L’aspetto geografico è di particolare importanza e complessità in una Regione come il Piemonte
dove i Comuni sono prevalentemente di piccole dimensioni. Il limite di 5000 abitanti in pianura e
di 3000 abitanti in montagna è irragionevole per la complessa e diversificata morfologia del
territorio. Il raggiungimento della quota richiesta obbliga ad equilibrismi e forzature non
rispondenti ai principi dell’azione amministrativa, così come dispone la nostra Costituzione.
Sul piano organizzativo i processi da attivare richiedono, oltre che notevoli energie da parte di
tutti i soggetti coinvolti, anche risorse importanti. Risorse che in questo momento, visto il periodo
economico e visti i limiti derivanti dal Patto di Stabilità, non ci sono e diventa pertanto impossibile
fare con credibilità processi di riorganizzazione di uffici, di Hardware e di Software oltre che di
personale. Infatti grandi sono le difficoltà che si riscontrano nella gestione del personale coinvolto,
personale che molto spesso ha acquisito competenze notevoli, che potrebbero essere penalizzate
dall’unione forzosa della Funzione in cui si trovano ad operare. Basti pensare alle reazioni dei
dipendenti dei piccoli comuni, dubbiosi sulla possibilità di conservare le indennità acquisite nel
comune di appartenenzae quindi alle ripercussioni oltre che sul rendimento lavorativo anche
sull’intera comunità.
Lasciamo per ultimo il riferimento alla prima funzione che è il cuore del Comune. Si tratta di una
funzione che comprende una miriade di servizi comunali (ad es., personale, ufficio tecnico, bilanci,
tributi, ecc. ). Conferire la prima funzione sia in Unione che in Convenzione significa chiudere i
nostri Comuni. Senza considerare il problema del Responsabile del Servizio che dovrebbe
accorpare su di sè responsabilità che richiedono professionalità e competenze diversissime fra di
loro. Impossibile!
Dal punto di vista politico è stato appurata la tendenza ad associarsi più per affinità politica e non
territoriale. Inoltre è forte il timore, soprattutto da parte degli enti di minor dimensione, di subire
un sostanziale svuotamento della funzione identitaria delle proprie realtà territoriali. I comuni
hanno spesso secoli di storia, secoli di “comune sentire” da parte della cittadinanza, secoli in cui le
realtà si sono sviluppate ed hanno acquisito una propria identità ben precisa. La gestione associata
delle Funzioni ridurrebbe notevolmente l’autonomia di ogni singolo ente locale con conseguente
desertificazione della propria realtà territoriale.
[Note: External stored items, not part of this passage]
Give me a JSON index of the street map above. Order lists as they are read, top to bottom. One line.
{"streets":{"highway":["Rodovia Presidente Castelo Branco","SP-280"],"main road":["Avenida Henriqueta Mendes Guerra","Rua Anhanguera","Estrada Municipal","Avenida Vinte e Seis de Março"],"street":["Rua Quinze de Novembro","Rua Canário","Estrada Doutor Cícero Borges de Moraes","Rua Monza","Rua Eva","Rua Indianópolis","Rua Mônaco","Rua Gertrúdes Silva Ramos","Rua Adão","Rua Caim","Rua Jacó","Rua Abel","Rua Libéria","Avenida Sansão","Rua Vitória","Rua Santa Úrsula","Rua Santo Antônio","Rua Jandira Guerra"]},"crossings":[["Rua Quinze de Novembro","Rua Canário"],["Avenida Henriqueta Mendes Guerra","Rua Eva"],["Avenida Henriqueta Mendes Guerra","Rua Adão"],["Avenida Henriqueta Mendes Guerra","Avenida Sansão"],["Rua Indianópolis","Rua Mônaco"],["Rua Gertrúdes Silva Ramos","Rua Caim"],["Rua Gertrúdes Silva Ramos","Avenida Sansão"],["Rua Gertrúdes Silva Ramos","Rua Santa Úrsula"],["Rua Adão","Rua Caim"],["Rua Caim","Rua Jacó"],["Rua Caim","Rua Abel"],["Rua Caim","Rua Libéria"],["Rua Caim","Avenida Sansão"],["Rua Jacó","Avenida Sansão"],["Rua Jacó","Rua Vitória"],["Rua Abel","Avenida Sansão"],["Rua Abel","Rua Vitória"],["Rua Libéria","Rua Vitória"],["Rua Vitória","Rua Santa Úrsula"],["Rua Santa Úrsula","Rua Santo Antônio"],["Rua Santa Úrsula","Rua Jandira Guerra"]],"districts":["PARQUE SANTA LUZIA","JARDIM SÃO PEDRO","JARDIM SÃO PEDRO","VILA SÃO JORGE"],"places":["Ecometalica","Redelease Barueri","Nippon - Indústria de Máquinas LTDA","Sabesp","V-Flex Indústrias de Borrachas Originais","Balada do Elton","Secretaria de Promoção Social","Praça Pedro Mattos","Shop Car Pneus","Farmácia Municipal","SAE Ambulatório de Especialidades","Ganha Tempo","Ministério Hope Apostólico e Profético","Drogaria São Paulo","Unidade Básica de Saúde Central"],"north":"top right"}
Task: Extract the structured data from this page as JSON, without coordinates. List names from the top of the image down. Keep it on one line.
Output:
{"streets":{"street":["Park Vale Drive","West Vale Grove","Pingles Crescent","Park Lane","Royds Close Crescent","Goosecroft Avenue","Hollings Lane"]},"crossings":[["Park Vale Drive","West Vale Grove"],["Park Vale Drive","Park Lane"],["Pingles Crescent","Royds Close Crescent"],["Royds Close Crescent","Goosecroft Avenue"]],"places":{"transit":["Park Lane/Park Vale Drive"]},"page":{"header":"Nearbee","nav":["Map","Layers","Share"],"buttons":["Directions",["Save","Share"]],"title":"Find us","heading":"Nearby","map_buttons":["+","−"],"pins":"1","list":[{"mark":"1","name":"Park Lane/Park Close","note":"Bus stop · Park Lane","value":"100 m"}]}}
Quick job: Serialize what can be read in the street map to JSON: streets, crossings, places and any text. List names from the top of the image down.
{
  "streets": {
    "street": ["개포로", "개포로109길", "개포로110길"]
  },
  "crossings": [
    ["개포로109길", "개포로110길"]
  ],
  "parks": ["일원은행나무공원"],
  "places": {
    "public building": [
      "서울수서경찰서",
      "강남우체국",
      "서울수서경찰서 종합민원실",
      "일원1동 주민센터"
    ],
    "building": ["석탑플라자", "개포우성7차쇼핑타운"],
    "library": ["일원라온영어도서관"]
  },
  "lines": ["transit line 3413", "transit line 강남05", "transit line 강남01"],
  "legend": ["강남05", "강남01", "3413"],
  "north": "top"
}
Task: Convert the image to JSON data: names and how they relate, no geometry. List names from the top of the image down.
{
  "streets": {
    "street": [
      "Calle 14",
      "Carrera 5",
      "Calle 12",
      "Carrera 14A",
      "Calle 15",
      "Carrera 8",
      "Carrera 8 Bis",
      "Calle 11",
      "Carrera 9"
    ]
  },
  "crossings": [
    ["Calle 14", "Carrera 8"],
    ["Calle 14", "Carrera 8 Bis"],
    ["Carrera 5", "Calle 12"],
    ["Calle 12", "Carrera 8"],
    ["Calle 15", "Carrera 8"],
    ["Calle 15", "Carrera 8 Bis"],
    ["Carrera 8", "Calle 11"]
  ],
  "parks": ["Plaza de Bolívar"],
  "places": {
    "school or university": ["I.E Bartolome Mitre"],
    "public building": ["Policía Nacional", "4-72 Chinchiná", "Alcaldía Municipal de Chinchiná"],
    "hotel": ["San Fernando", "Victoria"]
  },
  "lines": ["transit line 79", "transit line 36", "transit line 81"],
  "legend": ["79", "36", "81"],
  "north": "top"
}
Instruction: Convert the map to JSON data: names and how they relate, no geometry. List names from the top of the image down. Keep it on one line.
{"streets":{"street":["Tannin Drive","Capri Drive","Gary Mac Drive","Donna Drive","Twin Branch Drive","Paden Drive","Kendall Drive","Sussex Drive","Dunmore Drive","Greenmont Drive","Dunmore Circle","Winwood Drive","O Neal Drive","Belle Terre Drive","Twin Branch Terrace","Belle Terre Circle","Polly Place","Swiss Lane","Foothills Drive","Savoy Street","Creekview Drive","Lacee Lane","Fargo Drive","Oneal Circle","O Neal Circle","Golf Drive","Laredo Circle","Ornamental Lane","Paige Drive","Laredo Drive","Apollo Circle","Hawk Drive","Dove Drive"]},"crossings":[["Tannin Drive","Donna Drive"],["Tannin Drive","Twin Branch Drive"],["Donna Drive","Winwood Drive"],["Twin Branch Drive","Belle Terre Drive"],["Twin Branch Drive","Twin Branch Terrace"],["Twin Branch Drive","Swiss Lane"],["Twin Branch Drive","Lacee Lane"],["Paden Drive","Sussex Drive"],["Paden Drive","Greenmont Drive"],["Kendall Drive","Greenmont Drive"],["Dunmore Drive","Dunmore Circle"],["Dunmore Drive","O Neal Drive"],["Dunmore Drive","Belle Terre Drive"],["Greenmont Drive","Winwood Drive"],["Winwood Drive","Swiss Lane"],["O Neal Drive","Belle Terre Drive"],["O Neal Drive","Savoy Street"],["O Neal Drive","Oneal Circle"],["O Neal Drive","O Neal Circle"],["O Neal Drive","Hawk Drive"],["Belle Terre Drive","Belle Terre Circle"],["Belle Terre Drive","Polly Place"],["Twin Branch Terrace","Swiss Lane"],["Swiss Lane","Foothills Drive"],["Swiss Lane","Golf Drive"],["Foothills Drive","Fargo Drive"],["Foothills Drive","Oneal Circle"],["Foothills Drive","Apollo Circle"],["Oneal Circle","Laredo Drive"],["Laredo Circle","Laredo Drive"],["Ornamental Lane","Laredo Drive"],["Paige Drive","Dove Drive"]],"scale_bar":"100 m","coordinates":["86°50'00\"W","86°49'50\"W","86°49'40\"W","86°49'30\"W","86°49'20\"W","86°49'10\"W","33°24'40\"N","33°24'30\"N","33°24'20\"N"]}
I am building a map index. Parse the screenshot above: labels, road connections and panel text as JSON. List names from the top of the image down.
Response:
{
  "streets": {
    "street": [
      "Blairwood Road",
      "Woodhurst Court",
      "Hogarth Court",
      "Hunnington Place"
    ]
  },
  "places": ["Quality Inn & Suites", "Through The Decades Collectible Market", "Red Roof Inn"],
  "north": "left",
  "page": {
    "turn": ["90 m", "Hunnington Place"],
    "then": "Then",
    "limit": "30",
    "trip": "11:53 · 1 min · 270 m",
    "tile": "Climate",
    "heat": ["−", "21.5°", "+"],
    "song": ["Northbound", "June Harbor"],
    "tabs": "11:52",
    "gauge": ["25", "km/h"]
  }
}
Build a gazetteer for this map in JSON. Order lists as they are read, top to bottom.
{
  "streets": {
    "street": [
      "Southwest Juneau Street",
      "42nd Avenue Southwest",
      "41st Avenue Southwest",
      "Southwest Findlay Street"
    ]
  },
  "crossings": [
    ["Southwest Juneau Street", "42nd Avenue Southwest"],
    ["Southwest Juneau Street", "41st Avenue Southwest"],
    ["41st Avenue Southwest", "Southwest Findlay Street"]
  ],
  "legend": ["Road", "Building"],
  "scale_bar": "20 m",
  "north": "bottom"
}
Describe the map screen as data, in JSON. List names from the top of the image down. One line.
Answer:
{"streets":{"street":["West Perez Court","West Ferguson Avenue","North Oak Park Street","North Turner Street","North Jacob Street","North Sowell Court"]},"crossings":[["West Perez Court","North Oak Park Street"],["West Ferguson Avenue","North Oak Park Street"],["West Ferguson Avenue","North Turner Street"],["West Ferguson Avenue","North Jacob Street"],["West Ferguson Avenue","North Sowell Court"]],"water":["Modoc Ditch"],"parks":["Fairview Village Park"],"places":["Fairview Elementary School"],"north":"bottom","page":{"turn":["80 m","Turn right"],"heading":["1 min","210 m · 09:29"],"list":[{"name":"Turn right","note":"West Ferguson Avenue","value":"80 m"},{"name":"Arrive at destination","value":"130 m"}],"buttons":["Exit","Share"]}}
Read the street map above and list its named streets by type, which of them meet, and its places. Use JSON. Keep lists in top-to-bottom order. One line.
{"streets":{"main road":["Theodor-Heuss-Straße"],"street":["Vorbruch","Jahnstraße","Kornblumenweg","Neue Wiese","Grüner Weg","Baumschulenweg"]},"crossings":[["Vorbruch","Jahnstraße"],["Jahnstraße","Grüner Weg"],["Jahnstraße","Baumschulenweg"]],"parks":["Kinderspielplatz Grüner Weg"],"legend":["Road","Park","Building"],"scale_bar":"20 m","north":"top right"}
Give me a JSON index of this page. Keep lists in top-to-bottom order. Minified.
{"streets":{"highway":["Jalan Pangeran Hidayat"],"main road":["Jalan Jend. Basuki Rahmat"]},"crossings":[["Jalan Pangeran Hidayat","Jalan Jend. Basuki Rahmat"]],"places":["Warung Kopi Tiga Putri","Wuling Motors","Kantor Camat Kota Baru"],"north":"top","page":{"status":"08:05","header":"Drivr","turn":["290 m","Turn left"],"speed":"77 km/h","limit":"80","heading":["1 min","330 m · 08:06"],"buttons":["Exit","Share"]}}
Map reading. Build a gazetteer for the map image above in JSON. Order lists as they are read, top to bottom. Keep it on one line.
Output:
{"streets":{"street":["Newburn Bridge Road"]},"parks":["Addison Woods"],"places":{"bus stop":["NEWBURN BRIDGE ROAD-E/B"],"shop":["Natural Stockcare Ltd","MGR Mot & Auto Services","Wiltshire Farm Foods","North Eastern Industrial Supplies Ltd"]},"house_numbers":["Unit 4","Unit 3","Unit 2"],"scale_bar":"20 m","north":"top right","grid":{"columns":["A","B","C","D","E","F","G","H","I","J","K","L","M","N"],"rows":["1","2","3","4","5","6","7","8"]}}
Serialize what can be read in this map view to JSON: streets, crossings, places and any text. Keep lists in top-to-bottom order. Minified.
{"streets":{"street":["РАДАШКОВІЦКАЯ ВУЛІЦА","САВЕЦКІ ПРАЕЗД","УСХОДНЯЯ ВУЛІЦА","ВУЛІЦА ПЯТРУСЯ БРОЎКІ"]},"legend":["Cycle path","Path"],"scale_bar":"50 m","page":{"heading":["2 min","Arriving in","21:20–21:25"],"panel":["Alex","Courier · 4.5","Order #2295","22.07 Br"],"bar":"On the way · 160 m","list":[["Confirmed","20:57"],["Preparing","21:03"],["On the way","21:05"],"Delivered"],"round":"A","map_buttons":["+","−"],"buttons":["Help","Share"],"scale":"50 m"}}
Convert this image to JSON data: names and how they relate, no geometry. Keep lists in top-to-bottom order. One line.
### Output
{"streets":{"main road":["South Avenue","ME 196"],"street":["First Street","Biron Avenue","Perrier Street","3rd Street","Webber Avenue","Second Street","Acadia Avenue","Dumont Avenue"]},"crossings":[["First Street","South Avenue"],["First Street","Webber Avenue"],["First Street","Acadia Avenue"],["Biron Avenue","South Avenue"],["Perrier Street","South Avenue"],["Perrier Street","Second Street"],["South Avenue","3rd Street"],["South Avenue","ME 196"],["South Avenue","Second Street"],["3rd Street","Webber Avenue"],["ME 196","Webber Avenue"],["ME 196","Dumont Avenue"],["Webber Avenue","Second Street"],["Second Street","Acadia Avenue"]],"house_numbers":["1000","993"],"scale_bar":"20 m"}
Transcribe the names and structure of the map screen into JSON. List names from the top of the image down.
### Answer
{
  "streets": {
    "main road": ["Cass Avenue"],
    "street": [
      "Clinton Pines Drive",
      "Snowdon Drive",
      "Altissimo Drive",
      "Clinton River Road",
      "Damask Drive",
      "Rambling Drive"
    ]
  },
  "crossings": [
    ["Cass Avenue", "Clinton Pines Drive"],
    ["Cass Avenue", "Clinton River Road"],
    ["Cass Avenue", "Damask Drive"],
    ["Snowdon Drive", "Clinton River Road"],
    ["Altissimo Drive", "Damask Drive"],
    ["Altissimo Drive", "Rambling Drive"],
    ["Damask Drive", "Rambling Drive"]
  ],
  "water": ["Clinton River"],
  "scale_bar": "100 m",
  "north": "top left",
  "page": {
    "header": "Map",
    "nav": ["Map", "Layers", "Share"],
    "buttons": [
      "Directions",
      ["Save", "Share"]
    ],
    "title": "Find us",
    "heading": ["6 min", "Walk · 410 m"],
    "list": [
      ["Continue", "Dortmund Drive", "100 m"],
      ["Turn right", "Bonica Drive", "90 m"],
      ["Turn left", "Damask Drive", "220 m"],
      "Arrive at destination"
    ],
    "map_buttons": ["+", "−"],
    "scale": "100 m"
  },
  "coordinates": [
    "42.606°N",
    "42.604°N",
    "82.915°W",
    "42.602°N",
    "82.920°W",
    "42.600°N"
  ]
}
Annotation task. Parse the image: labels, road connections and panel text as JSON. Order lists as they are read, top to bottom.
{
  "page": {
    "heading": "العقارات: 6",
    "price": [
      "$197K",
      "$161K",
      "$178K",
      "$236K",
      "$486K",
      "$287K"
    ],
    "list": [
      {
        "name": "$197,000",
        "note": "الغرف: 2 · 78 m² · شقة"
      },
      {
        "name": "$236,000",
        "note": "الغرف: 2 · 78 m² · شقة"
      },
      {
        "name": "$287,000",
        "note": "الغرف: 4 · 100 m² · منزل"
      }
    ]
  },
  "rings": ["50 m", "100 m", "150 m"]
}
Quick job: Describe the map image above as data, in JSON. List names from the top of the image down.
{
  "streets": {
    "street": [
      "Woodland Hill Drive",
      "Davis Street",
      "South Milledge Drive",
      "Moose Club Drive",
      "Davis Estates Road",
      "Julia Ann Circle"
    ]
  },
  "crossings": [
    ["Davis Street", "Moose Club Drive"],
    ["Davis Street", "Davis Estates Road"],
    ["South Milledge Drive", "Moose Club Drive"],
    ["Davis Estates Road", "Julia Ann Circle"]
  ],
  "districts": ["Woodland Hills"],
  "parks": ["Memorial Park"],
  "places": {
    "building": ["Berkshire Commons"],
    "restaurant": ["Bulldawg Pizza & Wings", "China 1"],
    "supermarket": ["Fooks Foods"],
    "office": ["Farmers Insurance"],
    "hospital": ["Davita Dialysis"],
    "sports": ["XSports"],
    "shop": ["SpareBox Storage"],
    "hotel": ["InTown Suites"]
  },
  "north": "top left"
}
Infine, la stessa normativa che disciplina la materia è poco chiara, per quanto concerne, in
particolare, l’esatta perimetrazione delle funzioni da associare. Infatti quanto proposto dalla
normativa parrebbe scritto da chi poco conosce la realtà degli enti locali, e - come già sopra
segnalato - la funzione n° 1 raccoglie in sè la maggior parte delle competenze degli Enti locali ed è
quella che crea maggiori difficoltà ad essere gestita in forma associata.
L’analisi fin qui effettuata induce tutti a richiedere un radicale ripensamento su tutta la
legislazione in materia.
Gli amministratori comunali, consapevoli delle loro responsabilità, chiedono:
• una sospensione della scadenza del termine fissato al 31 dicembre 2015;
• processi associativi volontari che, realmente, razionalizzino e migliorino l’erogazione dei
servizi ai cittadini in termini di economicità, efficienza ed efficacia;
• il superamento del patto di stabilità, permettendo così di sbloccare gli avanzi di bilancio e
consentire ai comuni di programmare gli investimenti, contribuendo alla ripresa economica
del Paese;
• rivedere l’emendamento che ha prorogato il termine entro il quale tutti gli Enti dovranno,
indistintamente, avvalersi della Centrale Unica di Committenza per gli acquisti di beni e servizi
e per gli appalti dei lavori, prevedendo però una deroga per importi al di sotto dei 40.000,00
solo per i Comuni con più di 10.000 abitanti. Questa norma, se non cambiata, bloccherà di
fatto la manutenzione ordinaria oltre ad un appesantimento burocratico.
In questo complesso quadro per noi amministratori locali una cosa è certa: mai è poi mai
metteremo la firma sulla cancellazione della nostra municipalità. Se si vuole arrivare a questo,
che sia chi lo desidera ad assumersi la responsabilità di sottoscriverla.